**Information shown**.

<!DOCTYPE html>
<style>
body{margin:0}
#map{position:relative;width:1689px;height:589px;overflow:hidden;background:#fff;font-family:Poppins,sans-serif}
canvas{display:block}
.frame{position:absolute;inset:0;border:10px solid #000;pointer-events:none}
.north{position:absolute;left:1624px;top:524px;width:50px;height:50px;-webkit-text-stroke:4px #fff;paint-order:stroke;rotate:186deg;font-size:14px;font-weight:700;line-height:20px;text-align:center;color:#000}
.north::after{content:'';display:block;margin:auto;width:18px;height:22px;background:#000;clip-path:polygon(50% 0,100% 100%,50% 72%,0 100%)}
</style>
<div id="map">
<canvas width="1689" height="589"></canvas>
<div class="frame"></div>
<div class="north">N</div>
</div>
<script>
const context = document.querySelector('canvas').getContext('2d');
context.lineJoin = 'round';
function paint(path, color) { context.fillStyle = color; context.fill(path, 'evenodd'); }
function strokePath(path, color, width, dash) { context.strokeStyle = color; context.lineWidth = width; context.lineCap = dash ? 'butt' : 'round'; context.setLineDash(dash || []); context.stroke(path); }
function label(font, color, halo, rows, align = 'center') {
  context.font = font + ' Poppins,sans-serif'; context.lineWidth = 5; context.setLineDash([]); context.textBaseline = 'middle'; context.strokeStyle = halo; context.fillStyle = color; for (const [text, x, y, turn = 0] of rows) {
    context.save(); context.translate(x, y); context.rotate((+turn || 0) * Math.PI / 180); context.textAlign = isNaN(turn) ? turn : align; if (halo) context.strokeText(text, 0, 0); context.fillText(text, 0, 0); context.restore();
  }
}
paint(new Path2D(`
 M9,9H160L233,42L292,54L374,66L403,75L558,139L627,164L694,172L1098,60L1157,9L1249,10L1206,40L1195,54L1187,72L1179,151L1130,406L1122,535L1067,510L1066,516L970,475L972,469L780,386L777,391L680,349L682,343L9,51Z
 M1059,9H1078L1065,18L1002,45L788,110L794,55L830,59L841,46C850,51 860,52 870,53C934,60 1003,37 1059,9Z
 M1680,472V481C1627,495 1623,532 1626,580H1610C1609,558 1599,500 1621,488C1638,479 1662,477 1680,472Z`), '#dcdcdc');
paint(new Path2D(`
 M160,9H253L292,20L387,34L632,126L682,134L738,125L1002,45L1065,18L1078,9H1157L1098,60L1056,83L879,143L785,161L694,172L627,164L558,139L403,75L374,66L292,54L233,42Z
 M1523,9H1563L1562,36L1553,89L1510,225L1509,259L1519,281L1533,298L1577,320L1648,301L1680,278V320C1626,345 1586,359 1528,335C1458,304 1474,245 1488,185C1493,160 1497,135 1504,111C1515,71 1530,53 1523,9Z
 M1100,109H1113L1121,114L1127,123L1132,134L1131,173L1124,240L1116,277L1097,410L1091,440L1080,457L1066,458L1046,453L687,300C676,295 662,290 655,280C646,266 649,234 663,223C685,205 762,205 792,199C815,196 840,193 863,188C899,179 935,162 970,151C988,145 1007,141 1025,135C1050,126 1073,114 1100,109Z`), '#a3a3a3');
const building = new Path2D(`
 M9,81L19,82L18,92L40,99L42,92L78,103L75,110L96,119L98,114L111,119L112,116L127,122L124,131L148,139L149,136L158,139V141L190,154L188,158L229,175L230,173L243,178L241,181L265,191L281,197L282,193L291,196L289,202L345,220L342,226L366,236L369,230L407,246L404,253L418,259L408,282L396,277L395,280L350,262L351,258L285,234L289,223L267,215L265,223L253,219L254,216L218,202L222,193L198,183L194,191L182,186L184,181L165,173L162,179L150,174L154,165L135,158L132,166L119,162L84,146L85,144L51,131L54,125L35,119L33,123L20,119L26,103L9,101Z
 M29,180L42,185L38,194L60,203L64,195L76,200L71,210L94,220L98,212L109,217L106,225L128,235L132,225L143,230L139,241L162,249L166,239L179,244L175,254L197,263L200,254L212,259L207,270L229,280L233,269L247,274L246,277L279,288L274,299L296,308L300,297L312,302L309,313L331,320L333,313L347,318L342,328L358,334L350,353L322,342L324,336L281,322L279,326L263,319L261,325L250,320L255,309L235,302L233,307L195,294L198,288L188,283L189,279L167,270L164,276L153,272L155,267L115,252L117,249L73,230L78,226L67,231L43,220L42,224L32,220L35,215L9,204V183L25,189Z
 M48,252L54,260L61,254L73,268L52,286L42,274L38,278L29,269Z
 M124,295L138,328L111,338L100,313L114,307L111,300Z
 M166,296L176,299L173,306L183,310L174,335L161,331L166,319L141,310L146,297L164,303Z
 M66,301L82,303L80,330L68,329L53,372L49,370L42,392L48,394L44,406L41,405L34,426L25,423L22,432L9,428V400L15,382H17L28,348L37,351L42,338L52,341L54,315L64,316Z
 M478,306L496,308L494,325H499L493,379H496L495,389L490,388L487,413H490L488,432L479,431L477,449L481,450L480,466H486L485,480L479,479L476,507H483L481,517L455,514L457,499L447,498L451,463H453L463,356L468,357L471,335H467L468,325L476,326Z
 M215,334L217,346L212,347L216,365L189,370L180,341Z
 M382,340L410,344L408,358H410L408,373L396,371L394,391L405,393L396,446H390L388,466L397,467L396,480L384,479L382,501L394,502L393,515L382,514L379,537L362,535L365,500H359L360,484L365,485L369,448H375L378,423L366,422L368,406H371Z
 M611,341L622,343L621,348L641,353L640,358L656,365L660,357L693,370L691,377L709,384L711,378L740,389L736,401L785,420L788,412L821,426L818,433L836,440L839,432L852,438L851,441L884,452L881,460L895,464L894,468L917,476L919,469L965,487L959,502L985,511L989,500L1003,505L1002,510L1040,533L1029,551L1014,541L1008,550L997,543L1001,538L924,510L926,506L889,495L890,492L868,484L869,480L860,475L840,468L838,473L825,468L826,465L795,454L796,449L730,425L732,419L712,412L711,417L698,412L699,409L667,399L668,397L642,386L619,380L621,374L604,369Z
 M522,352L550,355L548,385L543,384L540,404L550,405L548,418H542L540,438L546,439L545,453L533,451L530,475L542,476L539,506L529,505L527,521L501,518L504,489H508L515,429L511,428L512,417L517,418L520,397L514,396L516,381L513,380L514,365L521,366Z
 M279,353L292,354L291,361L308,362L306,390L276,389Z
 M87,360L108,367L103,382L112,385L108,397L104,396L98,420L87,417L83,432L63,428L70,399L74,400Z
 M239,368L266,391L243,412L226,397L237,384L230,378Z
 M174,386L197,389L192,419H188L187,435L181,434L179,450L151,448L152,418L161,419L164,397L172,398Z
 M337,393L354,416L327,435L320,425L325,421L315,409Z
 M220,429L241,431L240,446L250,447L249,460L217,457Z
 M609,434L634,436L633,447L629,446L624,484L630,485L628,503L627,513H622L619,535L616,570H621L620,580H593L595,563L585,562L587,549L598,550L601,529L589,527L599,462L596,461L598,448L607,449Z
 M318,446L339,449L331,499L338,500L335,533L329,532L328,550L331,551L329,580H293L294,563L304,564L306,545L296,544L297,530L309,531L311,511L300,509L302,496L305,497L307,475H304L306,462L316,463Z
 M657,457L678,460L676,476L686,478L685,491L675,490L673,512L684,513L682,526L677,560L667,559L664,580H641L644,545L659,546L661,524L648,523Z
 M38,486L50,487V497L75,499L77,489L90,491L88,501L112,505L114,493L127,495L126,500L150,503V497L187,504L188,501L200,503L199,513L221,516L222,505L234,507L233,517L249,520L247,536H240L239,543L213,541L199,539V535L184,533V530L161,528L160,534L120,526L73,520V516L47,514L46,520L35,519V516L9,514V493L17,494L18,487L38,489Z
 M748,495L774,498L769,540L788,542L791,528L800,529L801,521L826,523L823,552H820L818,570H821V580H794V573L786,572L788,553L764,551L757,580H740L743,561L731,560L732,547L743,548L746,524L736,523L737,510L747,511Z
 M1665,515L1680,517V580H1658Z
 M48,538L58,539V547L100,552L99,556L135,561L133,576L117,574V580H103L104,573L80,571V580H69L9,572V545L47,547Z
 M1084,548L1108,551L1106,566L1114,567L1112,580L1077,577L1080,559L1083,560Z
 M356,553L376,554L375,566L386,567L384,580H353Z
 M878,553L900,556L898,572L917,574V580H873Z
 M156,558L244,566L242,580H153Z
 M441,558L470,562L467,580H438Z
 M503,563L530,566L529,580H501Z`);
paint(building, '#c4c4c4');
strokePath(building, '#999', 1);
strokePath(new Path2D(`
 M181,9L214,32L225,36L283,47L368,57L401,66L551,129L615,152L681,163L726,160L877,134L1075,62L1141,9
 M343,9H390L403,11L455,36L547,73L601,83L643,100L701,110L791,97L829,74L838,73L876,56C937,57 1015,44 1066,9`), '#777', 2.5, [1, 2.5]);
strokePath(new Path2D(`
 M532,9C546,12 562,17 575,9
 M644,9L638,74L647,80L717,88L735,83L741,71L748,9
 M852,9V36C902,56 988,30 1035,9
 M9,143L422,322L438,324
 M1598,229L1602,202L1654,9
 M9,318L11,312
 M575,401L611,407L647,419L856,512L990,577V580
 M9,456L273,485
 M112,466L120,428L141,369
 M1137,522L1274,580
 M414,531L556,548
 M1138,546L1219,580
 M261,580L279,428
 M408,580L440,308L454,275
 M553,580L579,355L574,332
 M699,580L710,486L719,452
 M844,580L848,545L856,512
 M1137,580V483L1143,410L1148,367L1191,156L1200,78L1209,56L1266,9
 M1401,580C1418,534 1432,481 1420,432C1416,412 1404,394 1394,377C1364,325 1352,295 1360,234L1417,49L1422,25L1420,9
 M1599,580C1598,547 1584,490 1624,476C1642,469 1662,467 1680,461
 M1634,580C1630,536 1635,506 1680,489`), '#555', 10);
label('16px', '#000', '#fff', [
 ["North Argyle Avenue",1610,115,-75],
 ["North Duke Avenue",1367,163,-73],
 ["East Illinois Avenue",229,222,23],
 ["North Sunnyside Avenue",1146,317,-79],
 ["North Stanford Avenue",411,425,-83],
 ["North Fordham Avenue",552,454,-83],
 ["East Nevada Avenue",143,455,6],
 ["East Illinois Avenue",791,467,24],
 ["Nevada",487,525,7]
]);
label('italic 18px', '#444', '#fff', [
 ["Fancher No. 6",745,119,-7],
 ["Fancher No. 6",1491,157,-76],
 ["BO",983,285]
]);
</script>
* * *
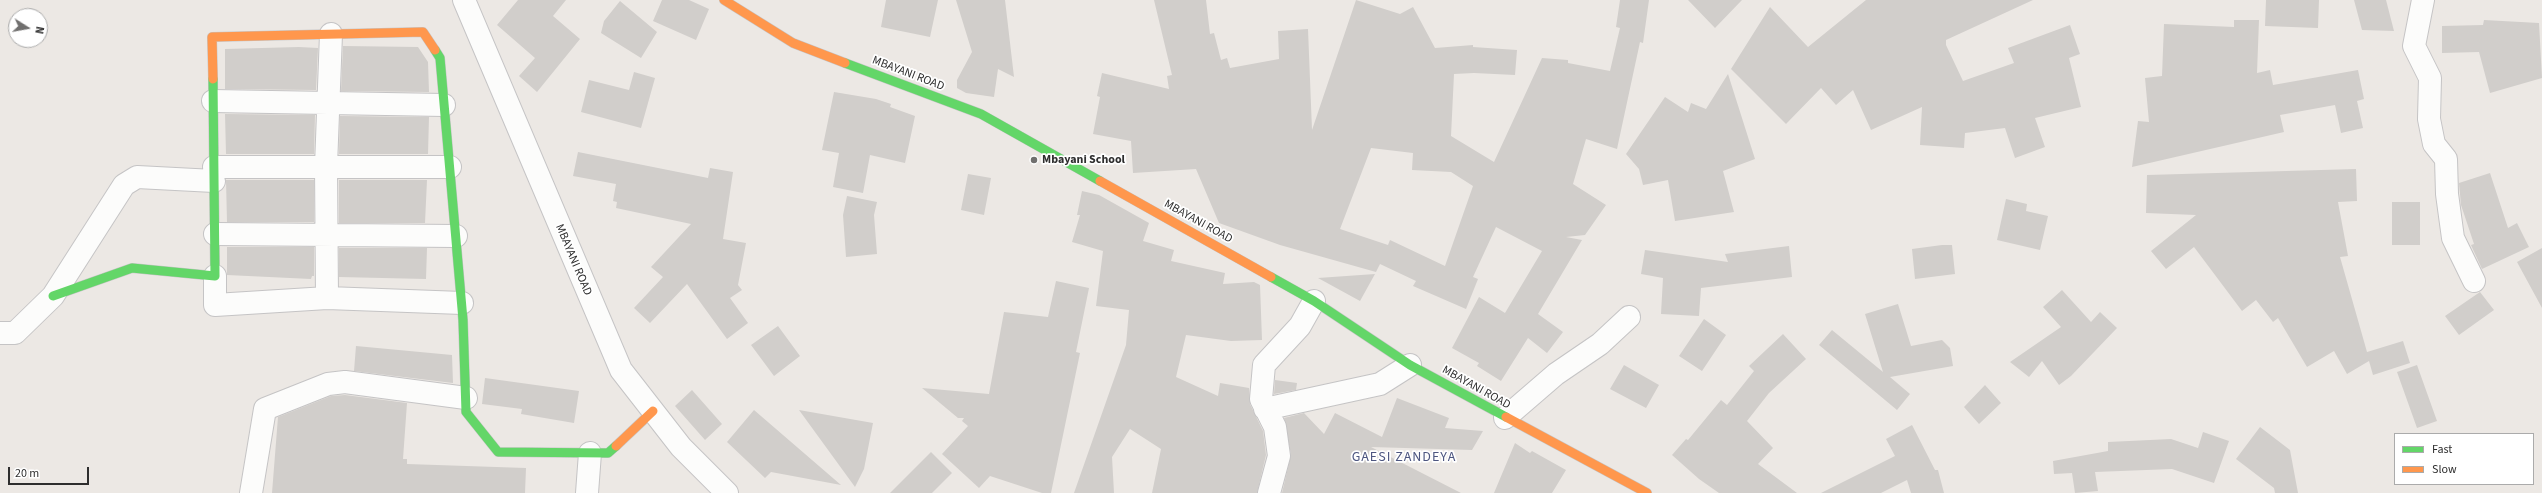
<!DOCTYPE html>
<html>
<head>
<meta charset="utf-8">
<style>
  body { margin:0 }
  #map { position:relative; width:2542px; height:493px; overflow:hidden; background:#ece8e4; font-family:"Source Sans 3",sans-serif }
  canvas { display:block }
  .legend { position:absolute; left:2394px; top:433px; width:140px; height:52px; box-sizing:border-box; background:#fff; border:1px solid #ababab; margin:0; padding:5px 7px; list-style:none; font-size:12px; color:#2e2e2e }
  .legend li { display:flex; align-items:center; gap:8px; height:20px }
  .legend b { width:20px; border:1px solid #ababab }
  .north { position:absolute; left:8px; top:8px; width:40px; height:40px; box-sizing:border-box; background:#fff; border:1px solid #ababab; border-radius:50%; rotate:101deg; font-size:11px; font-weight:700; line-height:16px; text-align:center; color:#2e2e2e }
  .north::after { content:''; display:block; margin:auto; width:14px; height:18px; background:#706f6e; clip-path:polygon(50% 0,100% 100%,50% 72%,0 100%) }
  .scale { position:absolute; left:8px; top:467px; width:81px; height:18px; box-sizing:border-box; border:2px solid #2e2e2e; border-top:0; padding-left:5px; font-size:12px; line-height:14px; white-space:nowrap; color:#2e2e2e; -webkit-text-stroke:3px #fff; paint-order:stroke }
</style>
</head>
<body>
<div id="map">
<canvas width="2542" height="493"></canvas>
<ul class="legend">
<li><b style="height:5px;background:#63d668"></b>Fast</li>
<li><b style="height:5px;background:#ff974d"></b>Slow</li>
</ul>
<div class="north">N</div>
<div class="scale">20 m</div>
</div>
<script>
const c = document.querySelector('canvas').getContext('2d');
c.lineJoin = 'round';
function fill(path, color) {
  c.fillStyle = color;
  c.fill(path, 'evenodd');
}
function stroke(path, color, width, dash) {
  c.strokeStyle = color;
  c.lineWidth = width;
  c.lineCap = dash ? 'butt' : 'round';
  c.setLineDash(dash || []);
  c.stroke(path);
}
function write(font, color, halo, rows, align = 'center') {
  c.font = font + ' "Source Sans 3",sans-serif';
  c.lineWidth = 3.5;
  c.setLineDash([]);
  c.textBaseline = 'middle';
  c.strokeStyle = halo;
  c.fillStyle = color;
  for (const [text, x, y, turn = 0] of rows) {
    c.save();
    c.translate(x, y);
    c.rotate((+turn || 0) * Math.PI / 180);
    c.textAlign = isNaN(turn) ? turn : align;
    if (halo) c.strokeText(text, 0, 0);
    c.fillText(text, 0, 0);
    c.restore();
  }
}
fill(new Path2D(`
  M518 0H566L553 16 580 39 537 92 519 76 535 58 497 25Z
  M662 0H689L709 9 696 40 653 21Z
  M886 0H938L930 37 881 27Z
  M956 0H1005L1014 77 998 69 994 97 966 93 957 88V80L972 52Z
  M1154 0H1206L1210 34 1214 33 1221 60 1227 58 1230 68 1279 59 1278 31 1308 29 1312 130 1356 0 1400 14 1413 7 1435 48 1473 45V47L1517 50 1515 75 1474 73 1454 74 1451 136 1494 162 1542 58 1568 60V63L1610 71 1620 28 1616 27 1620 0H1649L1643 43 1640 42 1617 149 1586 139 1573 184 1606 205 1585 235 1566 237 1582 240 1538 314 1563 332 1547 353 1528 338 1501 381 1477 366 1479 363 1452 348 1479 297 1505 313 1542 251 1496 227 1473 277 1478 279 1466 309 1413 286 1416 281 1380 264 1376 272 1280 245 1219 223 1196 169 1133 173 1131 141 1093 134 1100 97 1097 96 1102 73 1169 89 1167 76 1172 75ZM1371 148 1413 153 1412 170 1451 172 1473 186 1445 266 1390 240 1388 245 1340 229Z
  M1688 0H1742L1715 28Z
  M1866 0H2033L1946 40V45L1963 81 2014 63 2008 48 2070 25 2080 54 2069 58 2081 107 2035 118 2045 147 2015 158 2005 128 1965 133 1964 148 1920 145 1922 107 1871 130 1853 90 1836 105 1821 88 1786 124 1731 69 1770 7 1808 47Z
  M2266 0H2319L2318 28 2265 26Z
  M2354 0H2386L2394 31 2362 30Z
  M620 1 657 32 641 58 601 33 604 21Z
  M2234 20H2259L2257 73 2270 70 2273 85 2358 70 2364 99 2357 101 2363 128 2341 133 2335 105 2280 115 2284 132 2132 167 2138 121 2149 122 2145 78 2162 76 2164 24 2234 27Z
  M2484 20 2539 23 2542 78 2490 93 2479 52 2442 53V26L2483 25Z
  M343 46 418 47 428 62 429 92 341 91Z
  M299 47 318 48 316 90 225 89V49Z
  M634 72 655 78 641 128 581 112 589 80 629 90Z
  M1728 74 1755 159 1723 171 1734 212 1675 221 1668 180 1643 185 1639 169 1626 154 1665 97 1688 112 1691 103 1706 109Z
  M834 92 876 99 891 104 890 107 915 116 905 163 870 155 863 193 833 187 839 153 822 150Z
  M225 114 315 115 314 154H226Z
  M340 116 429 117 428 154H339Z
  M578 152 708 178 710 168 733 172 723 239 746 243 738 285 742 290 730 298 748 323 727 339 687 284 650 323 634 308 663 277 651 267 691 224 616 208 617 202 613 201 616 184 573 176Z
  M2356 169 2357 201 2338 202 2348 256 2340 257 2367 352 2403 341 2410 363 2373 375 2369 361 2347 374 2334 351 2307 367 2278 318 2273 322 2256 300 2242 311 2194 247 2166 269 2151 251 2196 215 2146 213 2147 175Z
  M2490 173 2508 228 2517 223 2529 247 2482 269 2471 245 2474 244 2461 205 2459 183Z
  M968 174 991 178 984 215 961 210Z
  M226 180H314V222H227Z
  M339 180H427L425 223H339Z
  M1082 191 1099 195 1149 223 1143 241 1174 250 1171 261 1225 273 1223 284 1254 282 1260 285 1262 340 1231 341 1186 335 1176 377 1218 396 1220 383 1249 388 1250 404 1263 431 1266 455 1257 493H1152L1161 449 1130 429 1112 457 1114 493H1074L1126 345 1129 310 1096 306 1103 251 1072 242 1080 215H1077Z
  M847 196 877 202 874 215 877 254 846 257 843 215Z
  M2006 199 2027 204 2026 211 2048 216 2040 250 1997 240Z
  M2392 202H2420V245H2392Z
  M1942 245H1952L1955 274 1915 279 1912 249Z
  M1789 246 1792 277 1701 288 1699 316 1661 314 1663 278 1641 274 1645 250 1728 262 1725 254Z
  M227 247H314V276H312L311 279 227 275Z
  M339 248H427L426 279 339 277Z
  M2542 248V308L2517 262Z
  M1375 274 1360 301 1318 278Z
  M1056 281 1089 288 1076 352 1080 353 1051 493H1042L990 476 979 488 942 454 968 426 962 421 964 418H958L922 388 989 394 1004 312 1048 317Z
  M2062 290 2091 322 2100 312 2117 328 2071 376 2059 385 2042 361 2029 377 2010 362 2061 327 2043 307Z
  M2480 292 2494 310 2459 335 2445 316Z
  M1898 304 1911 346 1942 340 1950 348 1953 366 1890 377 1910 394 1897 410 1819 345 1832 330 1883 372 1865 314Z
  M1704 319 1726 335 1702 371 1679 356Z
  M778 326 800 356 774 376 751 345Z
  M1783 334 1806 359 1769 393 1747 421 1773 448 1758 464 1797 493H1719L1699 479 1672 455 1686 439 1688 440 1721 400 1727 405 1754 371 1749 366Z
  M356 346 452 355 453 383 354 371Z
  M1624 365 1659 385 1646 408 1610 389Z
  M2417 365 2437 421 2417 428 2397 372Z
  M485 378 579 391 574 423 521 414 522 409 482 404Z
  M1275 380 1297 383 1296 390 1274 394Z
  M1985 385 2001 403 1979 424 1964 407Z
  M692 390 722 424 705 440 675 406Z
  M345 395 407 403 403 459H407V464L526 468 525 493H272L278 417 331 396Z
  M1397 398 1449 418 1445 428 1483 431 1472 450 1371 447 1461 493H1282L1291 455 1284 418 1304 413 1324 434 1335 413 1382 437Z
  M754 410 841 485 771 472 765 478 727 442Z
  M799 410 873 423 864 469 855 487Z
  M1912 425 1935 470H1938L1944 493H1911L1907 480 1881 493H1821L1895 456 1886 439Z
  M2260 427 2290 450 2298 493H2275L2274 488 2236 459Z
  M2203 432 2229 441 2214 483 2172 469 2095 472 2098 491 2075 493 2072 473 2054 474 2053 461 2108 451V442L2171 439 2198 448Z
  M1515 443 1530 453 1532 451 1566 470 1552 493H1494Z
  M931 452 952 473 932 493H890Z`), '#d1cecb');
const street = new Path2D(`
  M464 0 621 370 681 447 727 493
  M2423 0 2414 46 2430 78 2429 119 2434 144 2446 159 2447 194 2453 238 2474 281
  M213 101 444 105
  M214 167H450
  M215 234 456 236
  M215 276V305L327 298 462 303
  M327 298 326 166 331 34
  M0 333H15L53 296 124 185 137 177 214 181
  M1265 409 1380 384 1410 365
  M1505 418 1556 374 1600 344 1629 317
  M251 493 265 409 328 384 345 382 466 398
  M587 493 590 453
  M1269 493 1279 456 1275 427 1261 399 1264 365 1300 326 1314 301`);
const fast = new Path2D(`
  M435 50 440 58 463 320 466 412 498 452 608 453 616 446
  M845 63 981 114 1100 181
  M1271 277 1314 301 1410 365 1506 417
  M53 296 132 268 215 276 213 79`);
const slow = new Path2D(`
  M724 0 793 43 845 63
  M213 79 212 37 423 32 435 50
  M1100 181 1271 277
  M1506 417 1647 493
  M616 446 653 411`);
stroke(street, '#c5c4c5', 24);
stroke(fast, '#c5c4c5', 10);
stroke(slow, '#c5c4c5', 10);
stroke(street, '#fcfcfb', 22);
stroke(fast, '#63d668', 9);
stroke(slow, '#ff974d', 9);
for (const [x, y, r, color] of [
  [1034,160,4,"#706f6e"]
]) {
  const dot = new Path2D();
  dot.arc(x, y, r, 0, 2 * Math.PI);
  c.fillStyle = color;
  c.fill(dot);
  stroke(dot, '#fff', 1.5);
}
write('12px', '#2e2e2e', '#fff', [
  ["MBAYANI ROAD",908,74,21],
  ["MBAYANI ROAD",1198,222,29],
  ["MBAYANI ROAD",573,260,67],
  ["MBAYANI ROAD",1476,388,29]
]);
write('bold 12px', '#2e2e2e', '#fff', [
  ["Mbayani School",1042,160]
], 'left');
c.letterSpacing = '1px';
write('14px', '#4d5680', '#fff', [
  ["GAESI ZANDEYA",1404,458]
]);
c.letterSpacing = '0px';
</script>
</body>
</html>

**Exercise goal**.
The word "rows" appears in some of the lines above. Copy those lines.

**Completed task**.
function label(font, color, halo, rows, align = 'center') {
  context.font = font + ' Poppins,sans-serif'; context.lineWidth = 5; context.setLineDash([]); context.textBaseline = 'middle'; context.strokeStyle = halo; context.fillStyle = color; for (const [text, x, y, turn = 0] of rows) {
function write(font, color, halo, rows, align = 'center') {
  for (const [text, x, y, turn = 0] of rows) {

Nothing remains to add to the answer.